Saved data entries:
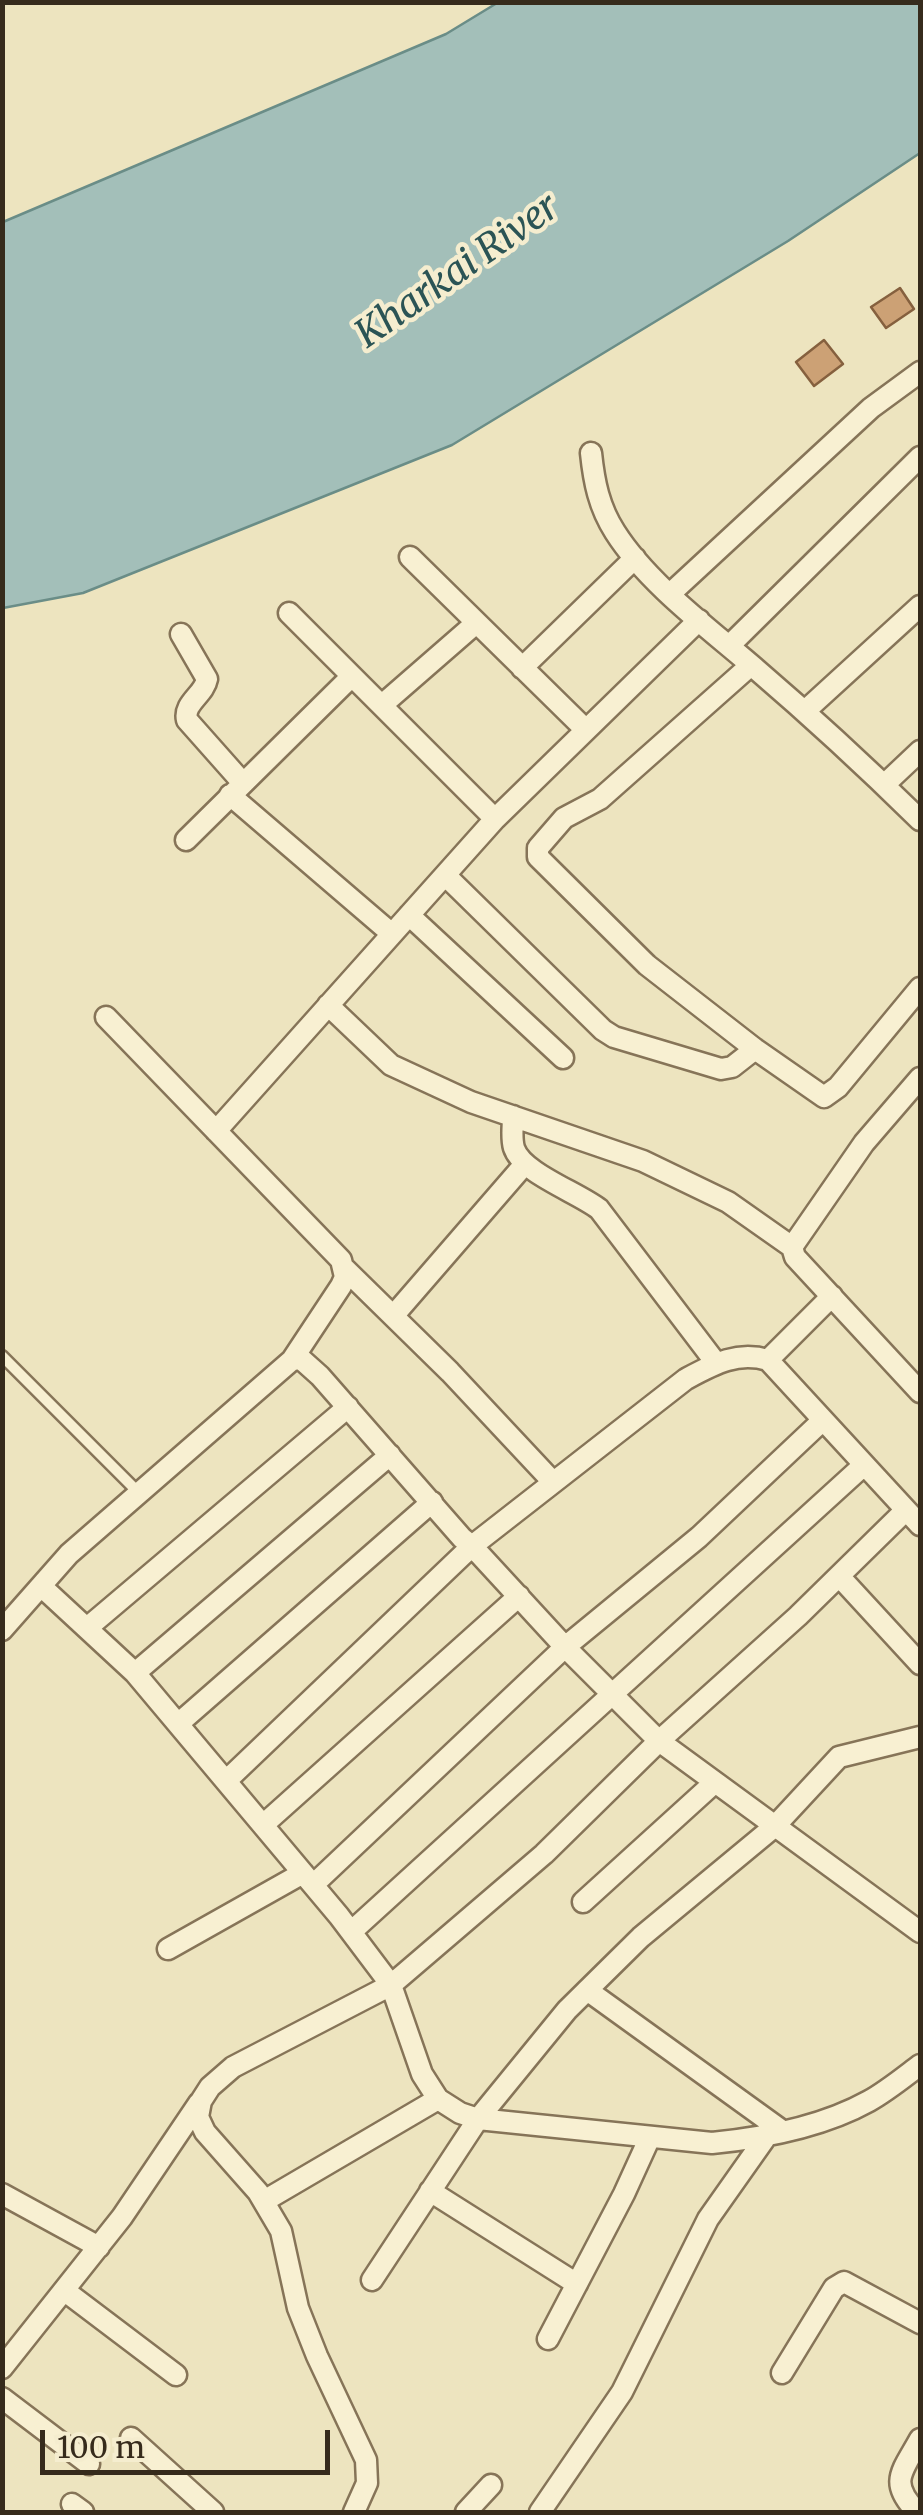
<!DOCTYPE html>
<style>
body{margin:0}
#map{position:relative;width:923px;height:2515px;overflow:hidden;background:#ede4bf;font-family:Merriweather,serif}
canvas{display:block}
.frame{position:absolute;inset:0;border:5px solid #362b1c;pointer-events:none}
.scale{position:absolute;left:40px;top:2430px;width:290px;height:45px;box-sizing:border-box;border:5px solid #362b1c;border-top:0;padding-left:12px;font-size:30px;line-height:35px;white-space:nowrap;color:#362b1c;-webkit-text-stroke:8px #f5edcf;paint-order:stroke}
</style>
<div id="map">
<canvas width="923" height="2515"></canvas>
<div class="frame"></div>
<div class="scale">100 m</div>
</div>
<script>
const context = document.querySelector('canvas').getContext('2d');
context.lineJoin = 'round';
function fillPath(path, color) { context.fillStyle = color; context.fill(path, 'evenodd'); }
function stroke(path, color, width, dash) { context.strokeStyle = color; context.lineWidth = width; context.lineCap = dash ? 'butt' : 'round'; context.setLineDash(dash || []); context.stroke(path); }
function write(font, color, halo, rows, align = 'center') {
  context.font = font + ' Merriweather,serif'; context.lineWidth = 9; context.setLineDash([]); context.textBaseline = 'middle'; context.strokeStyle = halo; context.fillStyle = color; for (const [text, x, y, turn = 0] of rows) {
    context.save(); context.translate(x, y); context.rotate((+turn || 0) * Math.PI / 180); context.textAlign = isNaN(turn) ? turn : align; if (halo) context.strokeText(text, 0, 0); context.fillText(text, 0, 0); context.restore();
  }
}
const water = new Path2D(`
 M497 3H920V153L788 241 452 445 83 593 3 608V222L446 34Z`);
fillPath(water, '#a3bfb9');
stroke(water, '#6a8d87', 2.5);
const building = new Path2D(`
 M900 288 914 309 886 328 871 307Z
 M824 340 843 364 814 386 796 362Z`);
fillPath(building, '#cca175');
stroke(building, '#85603e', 2.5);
const lane = new Path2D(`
 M2 1356 139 1493`);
const street = new Path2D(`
 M591 453C594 482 599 507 615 532 648 584 711 630 757 670 813 718 868 769 920 820
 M410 557 586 730
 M671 593 871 408 920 372
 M289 613 495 819
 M181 634 207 679C204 695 183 703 187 720L242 782
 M729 646 920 457
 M751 665 600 799 564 818 538 848V857L647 965 755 1049 824 1097 838 1087 920 988
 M522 668 635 558
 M382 705 475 624
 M805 711 920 606
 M884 785 920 751
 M230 795 392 934
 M186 840 352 676
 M445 875 603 1030 614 1037 721 1069 732 1067 755 1049
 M409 915 563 1058
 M328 1005 391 1065 471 1102 643 1161 728 1202 792 1247
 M106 1017 341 1260 345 1277 341 1286 292 1360
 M920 1078 864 1143 792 1247 795 1257 920 1392
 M513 1116C513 1127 511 1138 514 1148 522 1173 577 1192 599 1209L716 1363
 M216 1131 495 819 699 620
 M344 1268 450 1372 553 1482
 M394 1315 524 1165
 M768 1360 832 1296
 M839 1576 920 1664
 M41 1586 135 1673 339 1916 391 1985 422 2074 438 2099 460 2113 478 2119 712 2143C763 2138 824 2126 869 2101 887 2091 904 2077 920 2065
 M87 1628 348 1407
 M2 1630 69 1554 292 1360 301 1359 320 1376 462 1538 472 1546 686 1379C714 1364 737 1351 768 1360L920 1525
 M135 1673 390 1455
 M178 1724 432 1502
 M226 1781 472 1546 565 1647 659 1741 920 1932
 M263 1825 519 1596
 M313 1885 565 1647 699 1537 823 1420
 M583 1902 714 1783
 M351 1932 864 1465
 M168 1949 303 1873
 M587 1990 781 2130
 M430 2191 577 2284
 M2 2194 99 2247
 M264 2201 438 2099
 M372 2280 478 2119 567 2010 641 1937 775 1826 839 1757 920 1737
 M65 2291 176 2375
 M548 2339 624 2194 650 2137
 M2 2368 122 2217 199 2103
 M782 2373 834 2288 844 2282 920 2323
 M2 2398 89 2464
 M131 2438 213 2512
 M72 2504 83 2512
 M354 2512 367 2483 366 2460 317 2356 298 2308 281 2231 258 2192 205 2132 198 2117 201 2101 210 2087 233 2067 391 1985 544 1854 659 1741 798 1616 906 1510
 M466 2512 491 2485
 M540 2512 622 2392 708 2219 768 2134
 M917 2512C888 2482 902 2472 920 2439`);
stroke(lane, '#867458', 15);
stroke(street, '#867458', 25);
stroke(lane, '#f8f0d2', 10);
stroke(street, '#f8f0d2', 20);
write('italic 38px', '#2b5455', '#f5edcf', [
 ["Kharkai River",458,272,-35]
]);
</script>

- Assignment -
Within the data above, filter for lines containing the word "setLineDash" and copy each one.

- Answer -
function stroke(path, color, width, dash) { context.strokeStyle = color; context.lineWidth = width; context.lineCap = dash ? 'butt' : 'round'; context.setLineDash(dash || []); context.stroke(path); }
  context.font = font + ' Merriweather,serif'; context.lineWidth = 9; context.setLineDash([]); context.textBaseline = 'middle'; context.strokeStyle = halo; context.fillStyle = color; for (const [text, x, y, turn = 0] of rows) {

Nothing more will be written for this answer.